• [Your instructions] In the records below, begin at the line that has "ctx.lineWidth = width;" and stop after the line that has "ctx.setLineDash([]);"; quote those lines verbatim and nothing more.

════════════════════

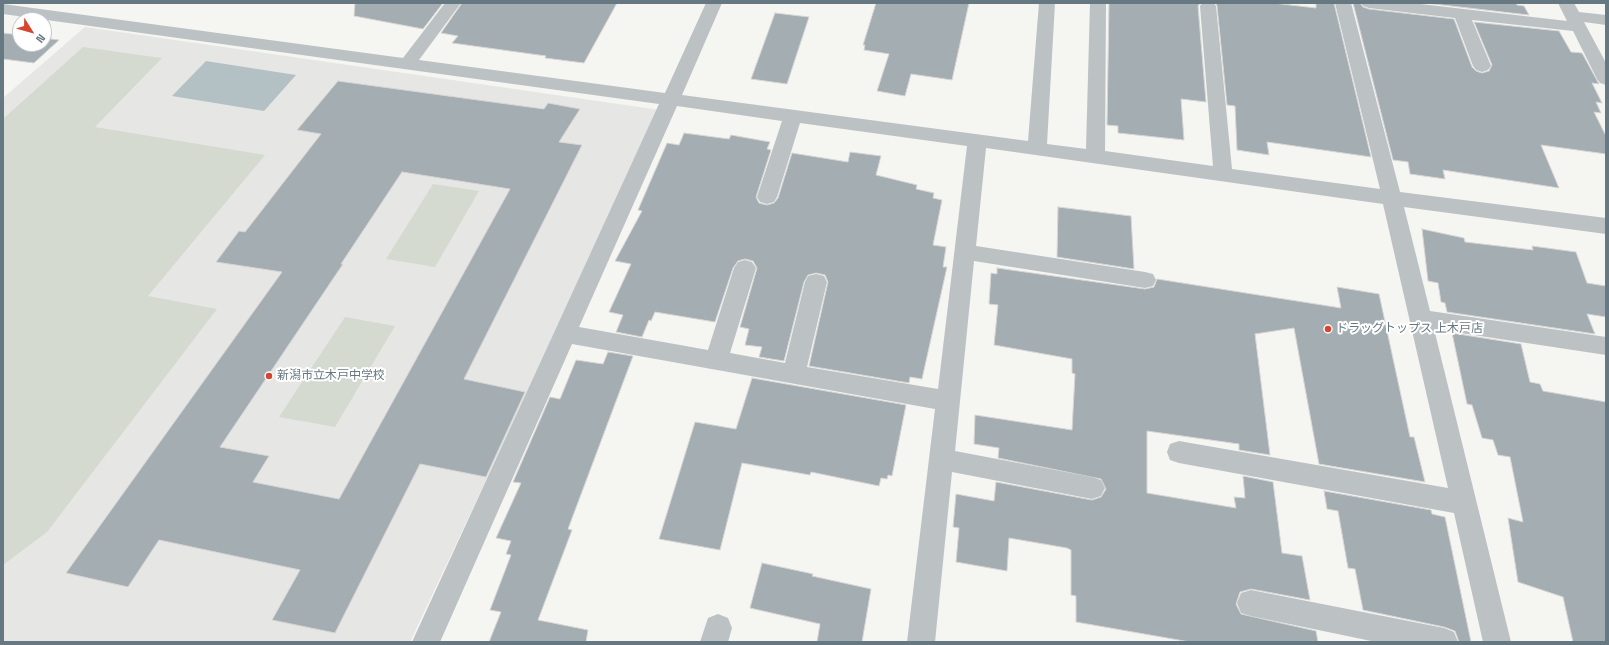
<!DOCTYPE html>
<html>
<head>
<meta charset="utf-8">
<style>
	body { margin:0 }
	#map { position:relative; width:1609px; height:645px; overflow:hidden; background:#f5f5f2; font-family:"Space Grotesk",sans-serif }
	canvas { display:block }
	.frame { position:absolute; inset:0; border:4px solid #667881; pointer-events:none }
	.north { position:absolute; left:12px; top:12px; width:40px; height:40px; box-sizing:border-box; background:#fff; border:1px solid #c2c9cd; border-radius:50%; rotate:127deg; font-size:11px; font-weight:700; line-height:16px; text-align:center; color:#667881 }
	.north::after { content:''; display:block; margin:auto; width:14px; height:18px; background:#d8442f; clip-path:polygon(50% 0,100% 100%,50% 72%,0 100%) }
</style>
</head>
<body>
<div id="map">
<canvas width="1609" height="645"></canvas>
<div class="frame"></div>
<div class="north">N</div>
</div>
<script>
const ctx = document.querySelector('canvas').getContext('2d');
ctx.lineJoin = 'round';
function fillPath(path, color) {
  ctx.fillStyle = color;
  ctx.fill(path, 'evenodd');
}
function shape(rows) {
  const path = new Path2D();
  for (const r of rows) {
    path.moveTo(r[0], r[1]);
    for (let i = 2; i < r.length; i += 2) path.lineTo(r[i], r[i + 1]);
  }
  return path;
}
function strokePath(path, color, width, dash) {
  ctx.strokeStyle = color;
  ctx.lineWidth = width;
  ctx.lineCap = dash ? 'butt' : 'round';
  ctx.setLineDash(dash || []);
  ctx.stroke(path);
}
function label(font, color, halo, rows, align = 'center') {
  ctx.font = font + ' "Space Grotesk","Noto Sans JP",sans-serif';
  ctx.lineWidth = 4;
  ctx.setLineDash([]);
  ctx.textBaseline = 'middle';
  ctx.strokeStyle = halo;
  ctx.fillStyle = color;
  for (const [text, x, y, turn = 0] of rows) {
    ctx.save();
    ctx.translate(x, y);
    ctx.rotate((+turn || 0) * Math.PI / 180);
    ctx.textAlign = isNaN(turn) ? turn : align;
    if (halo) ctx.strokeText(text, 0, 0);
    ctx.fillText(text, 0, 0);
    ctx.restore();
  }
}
fillPath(shape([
	[85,27,660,110,410,642,3,642,3,98]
]), '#e6e6e5');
fillPath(shape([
	[83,47,162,58,95,127,265,155,148,296,217,309,47,532,3,565,3,119],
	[433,184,479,191,435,267,386,259],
	[345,317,395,326,335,427,279,417]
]), '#d5dad1');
fillPath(shape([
	[206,61,296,75,264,111,172,96]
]), '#b4c1c4');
const building = shape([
	[355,3,443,3,423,29,354,16,355,3],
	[462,3,617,3,584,63,545,58,546,56,452,43,458,36,441,33,462,3],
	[876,3,969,3,952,80,911,74,905,96,877,91,889,54,864,50,865,45,863,45,876,3],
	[1109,3,1200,3,1198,6,1206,102,1181,99,1184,140,1118,133,1118,126,1107,125,1109,3],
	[1216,3,1273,3,1316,8,1316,3,1334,3,1371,157,1267,142,1269,155,1237,150,1235,106,1227,105,1217,6,1216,3],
	[1353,3,1360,3,1363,7,1369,9,1454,19,1472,67,1476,71,1482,73,1489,71,1492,65,1474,22,1559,31,1571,52,1582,53,1599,84,1592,83,1602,103,1596,102,1601,113,1594,112,1606,136,1606,154,1541,145,1559,188,1443,170,1445,179,1410,174,1408,162,1393,160,1353,3],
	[1425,3,1516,3,1517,5,1524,6,1529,15,1425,3],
	[775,13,809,17,787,84,751,79,775,13],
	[3,33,20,35,20,44,44,44,44,38,59,40,34,63,3,59,3,33],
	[338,81,544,109,548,103,580,109,559,142,582,145,464,379,525,392,486,477,420,464,335,633,272,620,300,570,159,540,128,587,66,573,282,272,216,262,239,231,245,232,321,134,297,130,338,81],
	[402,172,510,189,339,499,253,482,269,456,220,447,343,264,341,264,402,172],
	[684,133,729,139,731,135,770,142,767,149,771,150,756,197,759,203,767,205,774,203,778,198,792,153,848,162,850,152,881,156,876,175,917,185,916,189,934,193,933,198,942,200,933,245,946,247,943,267,947,267,922,379,910,377,909,383,809,366,828,282,825,275,816,273,808,275,804,282,784,361,759,357,762,347,745,345,749,329,740,327,757,268,753,261,745,259,738,261,733,268,715,322,655,312,651,321,649,320,642,337,616,332,623,315,609,312,631,264,615,261,642,211,638,210,667,143,679,145,684,133],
	[1058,207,1131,216,1134,269,1057,257,1058,207],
	[1422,229,1464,238,1465,242,1533,250,1532,246,1576,252,1587,283,1606,286,1606,317,1587,314,1595,334,1447,312,1445,303,1441,302,1438,283,1428,281,1422,229],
	[997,268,1145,289,1154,287,1157,279,1341,308,1337,287,1379,294,1410,437,1414,437,1425,482,1319,464,1294,328,1255,334,1270,455,1239,450,1239,444,1147,431,1147,493,1236,508,1234,497,1245,498,1243,476,1273,482,1282,553,1302,556,1310,600,1251,589,1240,592,1236,604,1241,614,1316,631,1318,642,1190,642,1076,622,1076,596,1071,595,1071,550,1067,548,1009,538,1007,571,956,562,959,528,953,527,956,494,994,501,996,482,1092,500,1101,497,1106,489,1101,479,998,458,999,448,974,444,975,415,1072,430,1075,374,1072,373,1072,359,994,345,998,305,989,304,991,273,997,274,997,268],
	[1452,333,1521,344,1530,382,1540,384,1543,391,1606,402,1606,642,1573,642,1563,597,1518,582,1508,518,1523,522,1510,457,1498,455,1493,440,1482,438,1472,405,1467,404,1452,333],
	[608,352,633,356,568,529,572,530,538,620,588,630,586,642,489,642,501,612,490,610,511,555,506,554,511,541,496,538,521,483,513,482,550,397,560,399,576,360,603,364,608,352],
	[752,378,906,405,892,476,888,475,887,479,881,478,879,486,811,472,810,475,742,463,720,550,659,539,695,422,736,429,752,378],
	[1324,491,1431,510,1432,514,1445,517,1471,642,1459,642,1455,631,1444,627,1363,610,1355,569,1348,568,1338,511,1327,509,1324,491],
	[762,563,813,574,812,576,871,589,862,642,817,642,820,624,750,608,762,563]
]);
fillPath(building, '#a4adb1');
strokePath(building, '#d6d6d4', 1);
fillPath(shape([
	[445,3,461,3,419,60,665,93,706,3,722,3,682,95,1028,141,1039,3,1055,3,1047,144,1086,149,1090,3,1106,3,1105,151,1213,166,1200,6,1202,3,1214,3,1216,6,1232,169,1380,189,1335,3,1351,3,1400,192,1606,218,1606,234,1404,207,1430,311,1606,337,1606,355,1434,329,1511,642,1483,642,1454,513,1179,463,1170,460,1167,452,1170,444,1179,441,1448,488,1383,204,986,148,976,246,1145,272,1153,274,1156,280,1153,286,1145,288,974,261,955,451,1092,477,1101,480,1105,488,1101,496,1092,499,952,472,935,642,907,642,935,409,572,344,440,642,412,642,659,104,3,14,3,4,403,58,445,3],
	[677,106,782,121,757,197,760,202,767,204,774,202,777,197,800,123,967,146,938,389,807,367,827,282,824,276,816,274,808,276,805,282,785,363,730,353,756,268,752,262,745,260,738,262,734,268,708,350,579,327,677,106],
	[1361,3,1412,3,1567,21,1558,3,1574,3,1579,12,1606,15,1606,25,1584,22,1606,63,1606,85,1600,83,1597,79,1573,31,1472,20,1491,66,1488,70,1482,72,1476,70,1473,66,1455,18,1369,8,1363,6,1361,3],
	[1251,590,1444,628,1454,632,1458,642,1376,642,1251,616,1241,613,1237,603,1241,593,1251,590],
	[718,614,728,618,732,628,728,642,700,642,708,618,718,614]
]), '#bcc1c3');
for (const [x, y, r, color] of [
	[1328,329,4,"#d8442f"],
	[269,376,4,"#d8442f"]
]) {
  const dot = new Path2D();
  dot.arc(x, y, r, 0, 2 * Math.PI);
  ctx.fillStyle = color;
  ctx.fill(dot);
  strokePath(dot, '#fff', 1.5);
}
label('12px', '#667881', '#fff', [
	["ドラッグトップス 上木戸店",1336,329],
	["新潟市立木戸中学校",277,376]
], 'left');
</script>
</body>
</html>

════════════════════

• [Final answer]
  ctx.lineWidth = width;
  ctx.lineCap = dash ? 'butt' : 'round';
  ctx.setLineDash(dash || []);
  ctx.stroke(path);
}
function label(font, color, halo, rows, align = 'center') {
  ctx.font = font + ' "Space Grotesk","Noto Sans JP",sans-serif';
  ctx.lineWidth = 4;
  ctx.setLineDash([]);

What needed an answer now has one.